In my last post, I talked about computer programming and why learning to code is important for kids and for the world. Today I want to lay out the case for libraries as the ideal place to learn coding.
From their earliest history, libraries have been built on a model of asking questions and finding answers. Someone wants to learn about something, so they come to the library and search through stacks of scrolls or books to find the information. The Dewey Decimal System and online catalogs and search algorithms are more recent examples of the same workflow. Education professionals refer to this approach as “informal learning,” and according to the blog devoted to it, accounts for as much as 95% of the total learning happening in the world.
The beauty of informal learning is the emphasis on the learner. Whether driven by natural curiosity, an obsession with a topic, or a desire to create something, a kid with a question is a powerful force in the world. Just ask any librarian.
Contrast that with the “formal learning” model used in traditional classrooms, where a single source of information (teacher, lecturer) transmits knowledge to a group of students. The flow of knowledge from teacher to student is constant, regardless of the level of interest or the speed of comprehension of the students. This is the source of the longstanding debate around “teaching to the middle,” and recent efforts by educators to implement “differentiation.” Even more challenging is the human factor of attempting to teach someone that doesn’t want to be taught. Just ask any middle school teacher.

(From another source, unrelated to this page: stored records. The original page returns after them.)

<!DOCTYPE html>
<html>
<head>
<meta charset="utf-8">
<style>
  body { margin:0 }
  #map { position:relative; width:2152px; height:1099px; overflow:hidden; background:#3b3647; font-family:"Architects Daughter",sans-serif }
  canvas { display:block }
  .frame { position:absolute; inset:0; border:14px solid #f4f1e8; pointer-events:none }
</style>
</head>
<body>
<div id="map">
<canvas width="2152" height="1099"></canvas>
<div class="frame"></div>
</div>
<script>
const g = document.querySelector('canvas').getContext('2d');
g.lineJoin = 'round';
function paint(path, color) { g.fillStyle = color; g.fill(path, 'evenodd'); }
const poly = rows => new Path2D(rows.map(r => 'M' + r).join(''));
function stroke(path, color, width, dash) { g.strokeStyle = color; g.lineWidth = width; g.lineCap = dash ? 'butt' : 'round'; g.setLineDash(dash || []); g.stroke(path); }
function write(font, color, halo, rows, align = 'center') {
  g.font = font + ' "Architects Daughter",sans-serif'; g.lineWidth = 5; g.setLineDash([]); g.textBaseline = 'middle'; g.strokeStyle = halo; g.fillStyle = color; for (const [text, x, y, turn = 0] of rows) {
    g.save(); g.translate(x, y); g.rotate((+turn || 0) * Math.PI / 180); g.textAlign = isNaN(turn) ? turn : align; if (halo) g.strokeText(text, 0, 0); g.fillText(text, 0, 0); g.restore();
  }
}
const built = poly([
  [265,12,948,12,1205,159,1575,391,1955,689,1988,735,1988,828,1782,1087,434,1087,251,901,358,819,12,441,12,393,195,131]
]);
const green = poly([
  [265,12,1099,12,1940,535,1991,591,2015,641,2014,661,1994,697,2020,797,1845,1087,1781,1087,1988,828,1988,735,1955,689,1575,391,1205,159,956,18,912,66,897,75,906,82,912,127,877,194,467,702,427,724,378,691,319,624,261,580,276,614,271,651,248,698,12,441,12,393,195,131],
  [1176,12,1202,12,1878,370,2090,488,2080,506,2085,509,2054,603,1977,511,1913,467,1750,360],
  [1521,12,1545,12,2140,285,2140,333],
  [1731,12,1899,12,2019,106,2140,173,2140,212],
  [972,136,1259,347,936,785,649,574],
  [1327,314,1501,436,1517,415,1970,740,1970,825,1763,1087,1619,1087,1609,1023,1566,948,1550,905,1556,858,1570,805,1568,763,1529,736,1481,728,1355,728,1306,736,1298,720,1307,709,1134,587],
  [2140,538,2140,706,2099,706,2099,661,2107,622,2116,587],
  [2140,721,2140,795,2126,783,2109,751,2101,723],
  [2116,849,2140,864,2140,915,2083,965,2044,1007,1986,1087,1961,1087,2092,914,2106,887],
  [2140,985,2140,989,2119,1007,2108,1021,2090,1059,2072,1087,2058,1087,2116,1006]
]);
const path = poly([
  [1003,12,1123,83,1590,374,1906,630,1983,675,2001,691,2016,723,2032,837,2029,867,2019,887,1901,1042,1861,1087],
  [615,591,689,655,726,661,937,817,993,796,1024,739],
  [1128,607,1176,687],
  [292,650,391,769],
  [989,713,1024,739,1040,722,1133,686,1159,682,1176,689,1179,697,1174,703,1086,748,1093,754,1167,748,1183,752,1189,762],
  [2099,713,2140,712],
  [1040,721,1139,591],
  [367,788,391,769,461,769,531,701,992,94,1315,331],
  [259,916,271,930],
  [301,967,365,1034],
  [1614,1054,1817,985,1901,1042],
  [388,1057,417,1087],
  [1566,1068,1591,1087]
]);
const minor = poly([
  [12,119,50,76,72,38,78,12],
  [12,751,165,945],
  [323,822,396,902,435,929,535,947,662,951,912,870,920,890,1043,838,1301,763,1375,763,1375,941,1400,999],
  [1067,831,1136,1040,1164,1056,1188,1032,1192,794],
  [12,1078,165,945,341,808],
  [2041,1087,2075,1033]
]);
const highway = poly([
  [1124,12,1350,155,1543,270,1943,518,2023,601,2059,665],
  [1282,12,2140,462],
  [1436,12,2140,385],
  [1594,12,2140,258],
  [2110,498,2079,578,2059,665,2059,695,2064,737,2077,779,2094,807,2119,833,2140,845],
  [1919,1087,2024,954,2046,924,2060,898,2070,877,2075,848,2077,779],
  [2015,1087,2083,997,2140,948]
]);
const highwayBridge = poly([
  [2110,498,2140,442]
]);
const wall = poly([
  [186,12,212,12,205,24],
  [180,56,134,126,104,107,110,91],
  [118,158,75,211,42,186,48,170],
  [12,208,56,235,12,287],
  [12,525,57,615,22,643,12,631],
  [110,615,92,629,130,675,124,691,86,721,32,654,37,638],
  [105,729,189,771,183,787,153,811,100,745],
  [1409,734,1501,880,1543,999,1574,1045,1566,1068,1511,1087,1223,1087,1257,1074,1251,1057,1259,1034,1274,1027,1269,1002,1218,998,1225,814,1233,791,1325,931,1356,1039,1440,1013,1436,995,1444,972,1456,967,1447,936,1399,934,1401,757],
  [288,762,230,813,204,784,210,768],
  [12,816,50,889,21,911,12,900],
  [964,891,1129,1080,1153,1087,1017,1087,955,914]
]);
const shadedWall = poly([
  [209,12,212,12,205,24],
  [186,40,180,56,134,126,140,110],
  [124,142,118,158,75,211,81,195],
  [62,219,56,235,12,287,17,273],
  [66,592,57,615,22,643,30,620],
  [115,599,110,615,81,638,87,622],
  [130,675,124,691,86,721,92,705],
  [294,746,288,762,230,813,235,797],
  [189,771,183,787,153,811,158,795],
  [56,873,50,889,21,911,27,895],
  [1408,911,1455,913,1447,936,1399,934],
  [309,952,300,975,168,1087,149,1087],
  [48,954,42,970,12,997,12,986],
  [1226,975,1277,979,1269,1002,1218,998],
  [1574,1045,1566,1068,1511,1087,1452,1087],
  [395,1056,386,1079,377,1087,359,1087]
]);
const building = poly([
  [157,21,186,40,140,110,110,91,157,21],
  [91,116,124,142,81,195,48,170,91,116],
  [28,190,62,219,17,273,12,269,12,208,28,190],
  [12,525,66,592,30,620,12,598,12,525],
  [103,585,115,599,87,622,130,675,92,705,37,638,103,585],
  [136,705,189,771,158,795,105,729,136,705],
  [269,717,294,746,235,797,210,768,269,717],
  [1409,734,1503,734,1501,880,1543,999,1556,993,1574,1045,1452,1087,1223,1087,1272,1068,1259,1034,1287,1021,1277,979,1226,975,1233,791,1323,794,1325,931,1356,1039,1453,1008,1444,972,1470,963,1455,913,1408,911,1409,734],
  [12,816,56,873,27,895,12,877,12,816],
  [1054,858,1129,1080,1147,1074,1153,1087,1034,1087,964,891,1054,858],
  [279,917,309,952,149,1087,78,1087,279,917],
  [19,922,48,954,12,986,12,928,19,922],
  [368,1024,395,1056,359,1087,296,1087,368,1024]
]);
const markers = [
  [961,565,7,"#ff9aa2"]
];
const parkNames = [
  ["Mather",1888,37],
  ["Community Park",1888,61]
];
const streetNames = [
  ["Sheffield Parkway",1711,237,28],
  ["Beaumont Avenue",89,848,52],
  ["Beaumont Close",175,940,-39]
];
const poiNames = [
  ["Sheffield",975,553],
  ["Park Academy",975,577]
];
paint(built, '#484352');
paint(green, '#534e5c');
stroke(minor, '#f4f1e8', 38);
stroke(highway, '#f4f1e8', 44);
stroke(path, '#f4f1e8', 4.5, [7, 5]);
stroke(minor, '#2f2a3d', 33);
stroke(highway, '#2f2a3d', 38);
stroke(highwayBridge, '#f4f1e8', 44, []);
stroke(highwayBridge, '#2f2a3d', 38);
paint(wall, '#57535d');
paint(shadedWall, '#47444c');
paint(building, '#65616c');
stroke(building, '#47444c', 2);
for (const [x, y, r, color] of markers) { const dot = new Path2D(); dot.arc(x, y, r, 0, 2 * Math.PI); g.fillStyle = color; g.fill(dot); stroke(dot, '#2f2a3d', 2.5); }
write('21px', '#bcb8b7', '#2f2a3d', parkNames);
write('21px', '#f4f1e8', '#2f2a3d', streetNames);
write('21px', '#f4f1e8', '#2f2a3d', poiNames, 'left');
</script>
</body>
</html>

This picture compares the two learning models. Note the individual learner in the informal model. She sets her own path, deciding what she wants to learn and then chasing that knowledge in whatever form she can find it. Books and the internet are part of it, but there are also important roles for peers and good old-fashioned hard work and experience.
While it may be more effective for other subjects as well, the informal learning approach is definitely the better way to learn computer programming.
Let me illustrate with a story. When I was in college, I saw the whole “internet thing” coming and decided I should try my hand at programming. So I enrolled in a java class and found my way over to the computer science building, where I endured lecture after lecture of having no idea what they were talking about. By the time I got to the computer lab for the class projects, I felt hopelessly behind, and stumbled through projects that were not interesting. I only survived by haranguing the teaching assistants until they helped me with the correct syntax, never mastering the underlying concepts.
Fast forward a few years. I ended up in experimental physics as a grad student. Even though I never took another computer science class, I used programming every day in my data analysis and even learned how to build websites for the school club I was involved in. I got a job as a consultant, and within a week I found myself looking at a spreadsheet manipulation task that I had done before. Even though I had never used Microsoft Excel, I believed that computers can do these redundant tasks faster and more reliably than I could, and so I dove into Visual Basic (the computer programming language of Microsoft applications). With help from Google and Stack Overflow, I learned how to get that single task automated, saving myself lots of hours. There was no curriculum, no lectures, no teacher or even another human being (at least in person). But this time, I was able to learn computer programming quickly and effectively. The difference? I wanted the knowledge and set out to find it myself.
There are other stories like mine. Look at this quote from Mark Zuckerberg, who started Facebook as a 20-year-old college student:
“Learning how to program didn’t start off with wanting to learn all of computer science or trying to master this discipline or anything like that. It started off because I wanted to do this one simple thing — I wanted to make something that was fun for myself and my sisters.”
Zuckerberg wanted to know how to make a simple game and he set out to acquire the information he needed. It’s a model that is consistent across almost all (if not all) computer programmers. I get to see if firsthand in Code Club, where kids as young as 6 and as old as 17 teach themselves computer programming, motivated by their desire to create games or websites. Without realizing it, these kids are proving the effectiveness of informal learning.
And they are proving that libraries are the perfect place for it.